I believe some OPC churches assign the financial duties to the deacons as other forms of service, but in many those duties are handled by the trustees. This is different from the PCA and ARP, though similar to the PCUSA I believe. I can see where this comes from in tradition (from the PCUSA), but looking at historical documents, such as the books of discipline, it seems that the deacons were responsible for the finances at the start of the Presbyterian church. Looking for any information on the reasons for this change in how the responsibility of the deacons away from finances, and why the OPC has this while other Presbyterian denominations don't.


----------



## ZackF (Apr 3, 2017)

It might be hard as "Trustee" isn't a biblical office.


----------



## SRoper (Apr 4, 2017)

The PCA has provisions for trustees (BCO 25-6 and following), but I haven't seen them in practice. I associate trustees with old stone churches where some patron donated a bunch of money for the new bell tower and wants to be on a board. That's probably unfair.
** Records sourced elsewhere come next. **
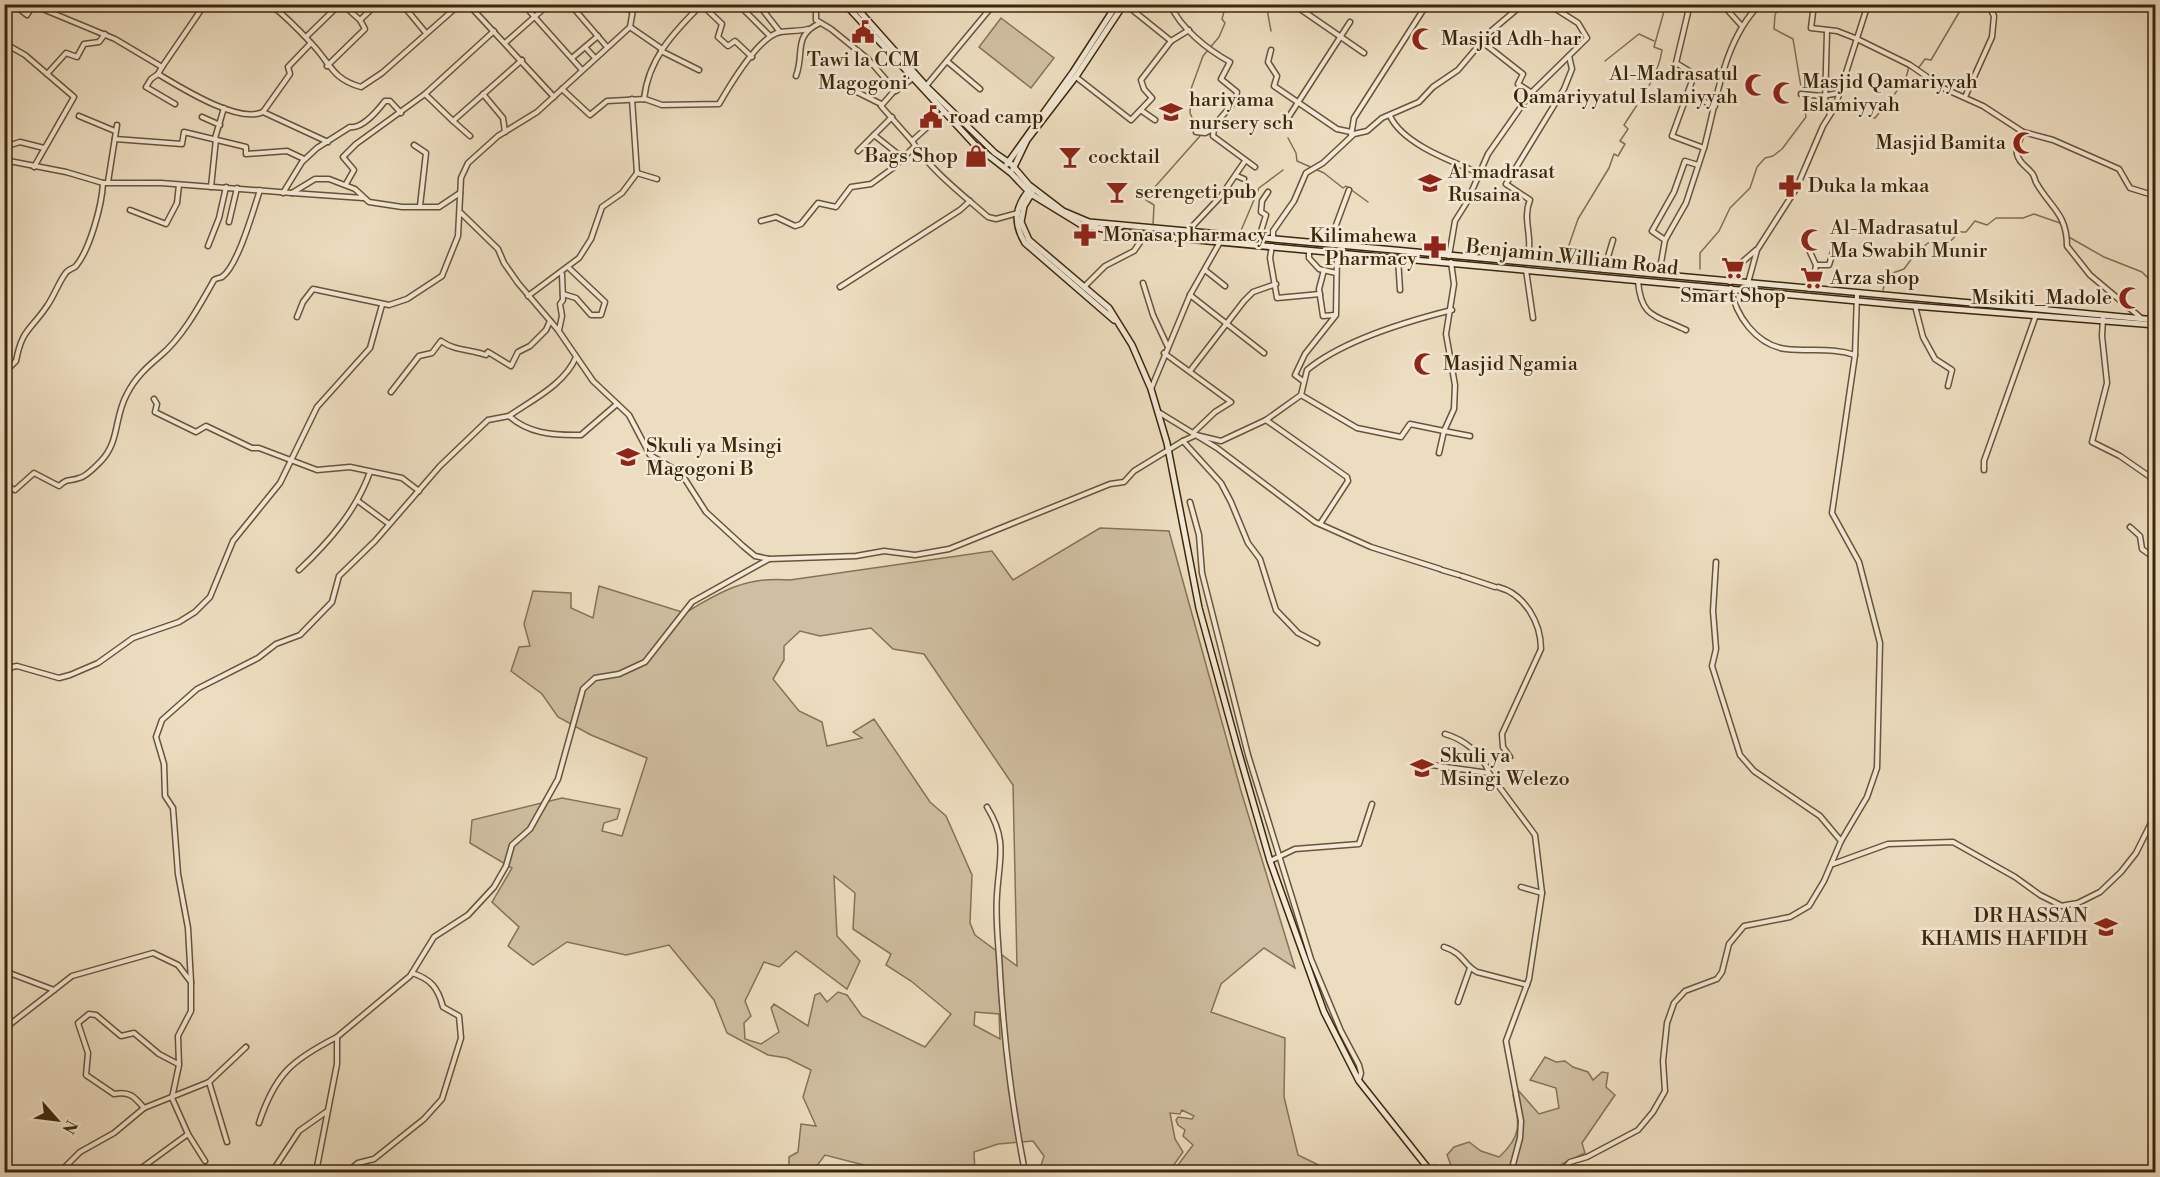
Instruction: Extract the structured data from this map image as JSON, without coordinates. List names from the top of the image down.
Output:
{
  "streets": {
    "main road": ["Benjamin William Road"]
  },
  "places": {
    "public building": ["Tawi la CCM Magogoni", "road camp"],
    "mosque": [
      "Masjid Adh-har",
      "Al-Madrasatul Qamariyyatul Islamiyyah",
      "Masjid Qamariyyah Islamiyyah",
      "Masjid Bamita",
      "Al-Madrasatul Ma Swabih Munir",
      "Msikiti_Madole",
      "Masjid Ngamia"
    ],
    "school or university": [
      "hariyama nursery sch",
      "Al madrasat Rusaina",
      "Skuli ya Msingi Magogoni B",
      "Skuli ya Msingi Welezo",
      "DR HASSAN KHAMIS HAFIDH"
    ],
    "shop": ["Bags Shop"],
    "bar": ["cocktail", "serengeti pub"],
    "pharmacy": ["Duka la mkaa", "Monasa pharmacy", "Kilimahewa Pharmacy"],
    "supermarket": ["Smart Shop", "Arza shop"]
  },
  "north": "bottom right"
}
The ARP allows for trustees as well (FoG 3.7 and following).


----------



## jwithnell (Apr 6, 2017)

Seems the trustee situation comes about as a matter of state law?


----------



## tangleword (Apr 6, 2017)

The ARP and PCA Trustees are really just for legal reasons (ARP it is the session, PCA it is for deeds and titles). In the OPC, they are often much more and do the duties assigned to the Deacons in the ARP and PCA FOG. In the ARP FoG 5.7 and 5.8 it states that Deacons are responsible for the finances and property. Similarly the PCA states the same in 9.2. The OPC in the FOG 9.4 just says the deacons duties are to "oversee the ministry of mercy in the church and shall collect and disburse funds for the relief of the needy." It does say that "Other forms of service for the church may also be committed to the deacons." which is what some churches use to have their deacons handle finances and property, but it is not specifically stated as a roll of the deacons, and in OPC churches with trustees it is a roll not preformed by the Deacons, which is very different from the PCA and ARP. The rational and/or history of not having the finances and property of the church be a responsibility of the Deacons (when it is in the PCA and ARP) what I was wondering about.


----------